LUNES, 30 DE MAYO DE 2011
El punto sobre la i
¿Considera usted que, en caso de logar su registro, “México Libre” es una alternativa viable para tener una oposición fuerte?
No
No sé

Arturo Damm





“Gobernar es pactar; pactar no es ceder.”
Gustave Le Bon

La frase de Le Bon me sirve para plantear la siguiente pregunta: ¿qué es gobernar? ¿Pactar?, puede ser, pero queda claro que no solamente pactar. ¿Qué es gobernar?

Según el diccionario gobernar es 1) mandar con autoridad o regir algo; 2) dirigir un país o una colectividad política; 3) guiar y dirigir; 4) manejar a alguien, ejercer una fuerte influencia sobre él, todo lo cual supone el ejercicio del poder del gobernante sobre el gobernado, poder que se ejerce sobre la libertad individual y la propiedad privada, lo cual, sin un límite claramente establecido a dicho ejercicio, puede resultar, ¡como ha resultado!, en un abuso de poder, es decir, en la violación de la libertad individual y la propiedad privada de los gobernados.

Si se respeta la libertad individual y la propiedad privada, es decir, si se convive civilizadamente, ¿en qué consiste gobernar? ¿En mandar a los gobernados? ¿En regirlos? ¿En dirigirlos? ¿En guiarlos? ¿En manejarlos? ¿En ejercer poder sobre ellos para que se comporten tal y como el gobernante quiere que lo hagan? Y si la respuesta es afirmativa, ¿ese poder debe ejercerse en todos los campos de la acción humana? El gobernante, ¿debe ser el rector de nuestras vidas, y serlo de la A a la Z?

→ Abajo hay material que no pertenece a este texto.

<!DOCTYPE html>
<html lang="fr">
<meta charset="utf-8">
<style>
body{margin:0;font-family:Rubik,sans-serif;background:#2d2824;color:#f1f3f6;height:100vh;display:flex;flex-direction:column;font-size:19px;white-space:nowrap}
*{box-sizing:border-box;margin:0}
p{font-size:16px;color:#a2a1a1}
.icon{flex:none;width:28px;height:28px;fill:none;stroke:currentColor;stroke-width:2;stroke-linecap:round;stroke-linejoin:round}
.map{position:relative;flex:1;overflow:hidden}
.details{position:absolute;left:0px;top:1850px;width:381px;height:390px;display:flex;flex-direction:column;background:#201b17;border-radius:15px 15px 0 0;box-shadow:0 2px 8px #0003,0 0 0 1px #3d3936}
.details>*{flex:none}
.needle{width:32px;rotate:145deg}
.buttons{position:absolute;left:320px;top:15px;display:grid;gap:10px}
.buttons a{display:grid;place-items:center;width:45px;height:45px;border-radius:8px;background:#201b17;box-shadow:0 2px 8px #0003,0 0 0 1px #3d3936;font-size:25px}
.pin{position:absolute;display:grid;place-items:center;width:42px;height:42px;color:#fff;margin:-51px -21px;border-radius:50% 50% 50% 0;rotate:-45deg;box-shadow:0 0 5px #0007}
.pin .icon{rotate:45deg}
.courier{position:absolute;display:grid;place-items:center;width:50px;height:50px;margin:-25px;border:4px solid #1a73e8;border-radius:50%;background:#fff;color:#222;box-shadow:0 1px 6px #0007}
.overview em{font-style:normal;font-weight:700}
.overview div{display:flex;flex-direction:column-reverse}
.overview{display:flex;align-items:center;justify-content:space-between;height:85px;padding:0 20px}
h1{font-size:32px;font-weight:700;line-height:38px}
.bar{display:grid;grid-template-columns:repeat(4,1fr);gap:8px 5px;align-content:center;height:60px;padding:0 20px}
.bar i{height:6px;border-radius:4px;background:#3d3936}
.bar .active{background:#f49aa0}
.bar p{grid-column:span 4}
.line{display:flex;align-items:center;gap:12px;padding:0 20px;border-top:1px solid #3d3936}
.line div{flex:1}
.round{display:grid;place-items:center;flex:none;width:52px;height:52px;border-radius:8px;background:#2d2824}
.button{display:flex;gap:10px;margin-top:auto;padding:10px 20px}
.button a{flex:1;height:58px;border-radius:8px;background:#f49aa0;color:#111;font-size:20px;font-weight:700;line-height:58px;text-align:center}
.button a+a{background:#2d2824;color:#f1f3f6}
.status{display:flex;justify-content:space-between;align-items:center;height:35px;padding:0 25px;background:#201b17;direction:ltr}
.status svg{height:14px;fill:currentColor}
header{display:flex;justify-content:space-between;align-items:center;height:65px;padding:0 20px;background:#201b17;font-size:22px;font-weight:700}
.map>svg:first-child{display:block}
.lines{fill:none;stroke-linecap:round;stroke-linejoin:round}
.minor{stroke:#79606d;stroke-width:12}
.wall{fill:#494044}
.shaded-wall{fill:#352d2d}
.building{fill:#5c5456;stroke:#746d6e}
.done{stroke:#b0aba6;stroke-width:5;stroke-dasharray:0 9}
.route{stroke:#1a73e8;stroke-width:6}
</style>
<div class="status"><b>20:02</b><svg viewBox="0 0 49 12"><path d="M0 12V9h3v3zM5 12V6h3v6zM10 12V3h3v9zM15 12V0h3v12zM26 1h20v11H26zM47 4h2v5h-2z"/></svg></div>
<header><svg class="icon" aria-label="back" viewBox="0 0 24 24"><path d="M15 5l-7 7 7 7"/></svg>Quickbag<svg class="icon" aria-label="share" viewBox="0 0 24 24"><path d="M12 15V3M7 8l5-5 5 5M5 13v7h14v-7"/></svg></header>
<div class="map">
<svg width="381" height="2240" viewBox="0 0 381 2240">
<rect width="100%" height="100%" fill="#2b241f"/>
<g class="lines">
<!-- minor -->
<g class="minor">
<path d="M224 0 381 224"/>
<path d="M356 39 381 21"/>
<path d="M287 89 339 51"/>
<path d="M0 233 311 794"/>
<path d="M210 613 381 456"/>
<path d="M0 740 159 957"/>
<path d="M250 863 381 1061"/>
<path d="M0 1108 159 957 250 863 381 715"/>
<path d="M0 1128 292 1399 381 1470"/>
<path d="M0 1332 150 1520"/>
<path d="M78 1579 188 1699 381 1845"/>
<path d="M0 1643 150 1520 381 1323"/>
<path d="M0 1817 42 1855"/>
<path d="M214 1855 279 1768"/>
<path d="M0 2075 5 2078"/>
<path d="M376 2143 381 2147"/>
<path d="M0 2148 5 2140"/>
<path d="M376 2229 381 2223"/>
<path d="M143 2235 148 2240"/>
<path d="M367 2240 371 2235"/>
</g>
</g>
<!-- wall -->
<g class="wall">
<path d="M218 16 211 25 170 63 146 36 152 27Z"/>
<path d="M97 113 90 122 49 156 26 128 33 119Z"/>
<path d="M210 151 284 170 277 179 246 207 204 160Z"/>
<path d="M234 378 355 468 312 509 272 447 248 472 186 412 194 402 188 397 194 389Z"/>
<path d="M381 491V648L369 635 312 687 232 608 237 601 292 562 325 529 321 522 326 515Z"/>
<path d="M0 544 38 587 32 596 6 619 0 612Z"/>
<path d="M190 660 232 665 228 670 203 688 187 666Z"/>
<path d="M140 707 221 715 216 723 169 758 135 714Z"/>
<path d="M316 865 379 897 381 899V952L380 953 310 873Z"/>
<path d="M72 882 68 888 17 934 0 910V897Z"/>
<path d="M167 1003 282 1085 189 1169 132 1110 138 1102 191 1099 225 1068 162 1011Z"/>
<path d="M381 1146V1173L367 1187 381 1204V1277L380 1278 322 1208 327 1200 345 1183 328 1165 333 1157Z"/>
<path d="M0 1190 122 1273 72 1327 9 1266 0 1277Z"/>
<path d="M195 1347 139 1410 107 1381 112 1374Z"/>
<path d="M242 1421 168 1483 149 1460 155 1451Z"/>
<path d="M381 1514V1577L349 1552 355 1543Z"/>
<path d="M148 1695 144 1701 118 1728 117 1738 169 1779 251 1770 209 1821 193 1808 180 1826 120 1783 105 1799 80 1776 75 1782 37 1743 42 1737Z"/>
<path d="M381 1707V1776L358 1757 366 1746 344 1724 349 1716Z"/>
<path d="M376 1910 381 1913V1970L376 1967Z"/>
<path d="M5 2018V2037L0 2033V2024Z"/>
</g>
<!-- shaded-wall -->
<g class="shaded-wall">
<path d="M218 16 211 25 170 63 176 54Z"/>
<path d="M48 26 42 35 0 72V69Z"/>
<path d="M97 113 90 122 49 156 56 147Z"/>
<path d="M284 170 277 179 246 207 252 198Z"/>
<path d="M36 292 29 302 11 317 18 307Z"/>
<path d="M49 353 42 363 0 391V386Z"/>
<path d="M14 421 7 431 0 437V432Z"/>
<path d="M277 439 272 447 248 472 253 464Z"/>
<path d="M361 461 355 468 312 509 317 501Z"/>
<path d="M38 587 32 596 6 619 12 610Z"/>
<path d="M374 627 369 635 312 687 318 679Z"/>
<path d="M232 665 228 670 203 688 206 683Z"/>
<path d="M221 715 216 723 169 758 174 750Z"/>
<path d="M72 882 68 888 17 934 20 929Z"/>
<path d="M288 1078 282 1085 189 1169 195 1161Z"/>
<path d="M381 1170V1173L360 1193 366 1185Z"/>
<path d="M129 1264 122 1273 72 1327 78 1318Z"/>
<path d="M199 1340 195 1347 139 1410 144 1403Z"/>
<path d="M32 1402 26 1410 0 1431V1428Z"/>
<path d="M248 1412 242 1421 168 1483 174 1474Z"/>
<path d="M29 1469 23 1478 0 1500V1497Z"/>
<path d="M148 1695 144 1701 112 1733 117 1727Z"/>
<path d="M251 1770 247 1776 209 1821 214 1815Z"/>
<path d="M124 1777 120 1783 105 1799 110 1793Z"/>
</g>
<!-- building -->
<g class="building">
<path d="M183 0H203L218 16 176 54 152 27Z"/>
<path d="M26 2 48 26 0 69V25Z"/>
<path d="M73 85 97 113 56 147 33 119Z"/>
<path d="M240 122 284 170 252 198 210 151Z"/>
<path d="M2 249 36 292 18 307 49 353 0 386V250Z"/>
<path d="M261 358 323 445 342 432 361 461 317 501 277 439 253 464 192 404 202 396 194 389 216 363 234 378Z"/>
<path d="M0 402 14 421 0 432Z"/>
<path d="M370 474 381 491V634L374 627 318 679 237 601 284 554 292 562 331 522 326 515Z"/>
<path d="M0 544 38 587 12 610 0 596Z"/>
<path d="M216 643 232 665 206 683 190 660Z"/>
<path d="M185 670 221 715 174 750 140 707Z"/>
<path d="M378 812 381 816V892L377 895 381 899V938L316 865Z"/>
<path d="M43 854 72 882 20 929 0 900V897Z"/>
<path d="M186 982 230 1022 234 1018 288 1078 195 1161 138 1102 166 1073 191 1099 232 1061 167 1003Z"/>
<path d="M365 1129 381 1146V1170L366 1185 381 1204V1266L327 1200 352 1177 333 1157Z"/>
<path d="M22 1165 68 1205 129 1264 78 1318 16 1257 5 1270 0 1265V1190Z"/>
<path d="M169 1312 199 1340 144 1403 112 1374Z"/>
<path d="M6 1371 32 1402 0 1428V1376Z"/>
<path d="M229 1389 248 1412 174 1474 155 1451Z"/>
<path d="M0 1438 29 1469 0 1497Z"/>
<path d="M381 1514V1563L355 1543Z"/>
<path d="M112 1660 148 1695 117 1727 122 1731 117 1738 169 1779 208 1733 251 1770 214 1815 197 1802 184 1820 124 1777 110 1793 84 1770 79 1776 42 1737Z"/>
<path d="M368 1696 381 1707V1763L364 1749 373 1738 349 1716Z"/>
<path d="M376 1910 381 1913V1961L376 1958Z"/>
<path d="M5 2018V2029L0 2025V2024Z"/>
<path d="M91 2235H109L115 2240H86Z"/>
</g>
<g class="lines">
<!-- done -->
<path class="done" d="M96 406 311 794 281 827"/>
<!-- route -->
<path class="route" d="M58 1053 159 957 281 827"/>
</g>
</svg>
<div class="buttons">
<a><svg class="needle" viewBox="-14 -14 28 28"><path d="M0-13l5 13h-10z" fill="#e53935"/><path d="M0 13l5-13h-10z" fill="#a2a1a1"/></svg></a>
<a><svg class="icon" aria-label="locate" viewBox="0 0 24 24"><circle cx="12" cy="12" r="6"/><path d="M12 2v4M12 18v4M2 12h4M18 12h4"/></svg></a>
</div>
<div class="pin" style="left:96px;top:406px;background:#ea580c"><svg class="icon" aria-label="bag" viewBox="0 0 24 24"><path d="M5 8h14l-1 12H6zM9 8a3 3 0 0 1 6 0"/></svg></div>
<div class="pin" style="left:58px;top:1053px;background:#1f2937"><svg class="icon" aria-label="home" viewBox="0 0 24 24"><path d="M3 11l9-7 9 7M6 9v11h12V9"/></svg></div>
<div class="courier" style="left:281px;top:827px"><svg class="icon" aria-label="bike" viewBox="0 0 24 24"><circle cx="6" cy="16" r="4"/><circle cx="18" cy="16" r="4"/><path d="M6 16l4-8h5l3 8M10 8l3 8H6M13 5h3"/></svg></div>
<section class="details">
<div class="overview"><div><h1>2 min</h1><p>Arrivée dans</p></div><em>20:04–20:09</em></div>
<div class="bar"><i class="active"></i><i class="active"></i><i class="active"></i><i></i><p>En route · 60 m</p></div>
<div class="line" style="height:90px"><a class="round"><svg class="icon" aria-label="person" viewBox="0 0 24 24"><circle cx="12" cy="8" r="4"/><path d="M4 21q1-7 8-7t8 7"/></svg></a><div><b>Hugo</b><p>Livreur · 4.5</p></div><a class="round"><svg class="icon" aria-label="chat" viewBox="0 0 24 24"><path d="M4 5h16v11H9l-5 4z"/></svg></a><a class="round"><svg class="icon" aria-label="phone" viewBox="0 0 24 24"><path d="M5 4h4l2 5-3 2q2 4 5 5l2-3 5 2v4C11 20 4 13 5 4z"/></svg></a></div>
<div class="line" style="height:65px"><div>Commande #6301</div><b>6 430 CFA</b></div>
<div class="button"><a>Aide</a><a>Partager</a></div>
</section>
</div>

Si se convive civilizadamente, respetándose la libertad y la propiedad, lo único que el gobierno debe mandar es no hacer daño a los demás: no matar, no esclavizar, no robar, y lo único que debe imponer es el castigo para quienes no hayan hecho caso del triple mandato. En esa sociedad lo que impera es el Estado de Derecho, que es el gobierno de las leyes justas, siendo tales las que reconocen plenamente, definen puntualmente y garantizan jurídicamente los derechos naturales de la persona a la vida, la libertad y la propiedad, leyes justas, y por lo tanto Estado de Derecho, que se resumen en el triple mandato no matar, no esclavizar, no robar.

El gobierno debe limitarse a garantizar derechos, ¡que realmente lo sean!, no a defender intereses, no a satisfacer necesidades. El problema surge, tal y como ha surgido en todas partes, cuando, de manera por demás arbitraria, y en el marco del mercantilismo, cuando de defender intereses se trata, y/o en el contexto del Estado benefactor, cuando de lo que se trata es de satisfacer necesidades, se definen como derechos los que no pasan de ser intereses, las que no son más que necesidades. Es entonces que gobernar se vuelve sinónimo de redistribuir, por ejemplo, cuando el gobierno, en defensa de los intereses de los productores nacionales, prohibe las importaciones, lo cual le permite a dichos productores cobrar un precio mayor del que cobrarían si tuvieran que competir con las importaciones, redistribuyéndose ingreso desde los consumidores hacia dichos productores, o cuando, en aras de la satisfacción de las necesidades de los pobres, el gobierno les brinda, por poner un ejemplo, alimentación, para lo cual debe quitarle a unos, los contribuyentes, para darle a otros, los necesitados. En el primer caso tenemos mercantilismo, en el segundo Estado benefactor, ambos casos comunes y corrientes hoy por hoy.

En una sociedad en la cual se respeta la libertad individual y la propiedad privada, lo único que el gobierno manda es no hacerles daño a los demás, y lo único que impone es el castigo para quienes no hayan hecho caso, nada de lo cual debe pactarse, sino imponerse, sin concesiones, sin excepciones, pésele a quien le pese.

Por ello, pongamos el punto sobre la i.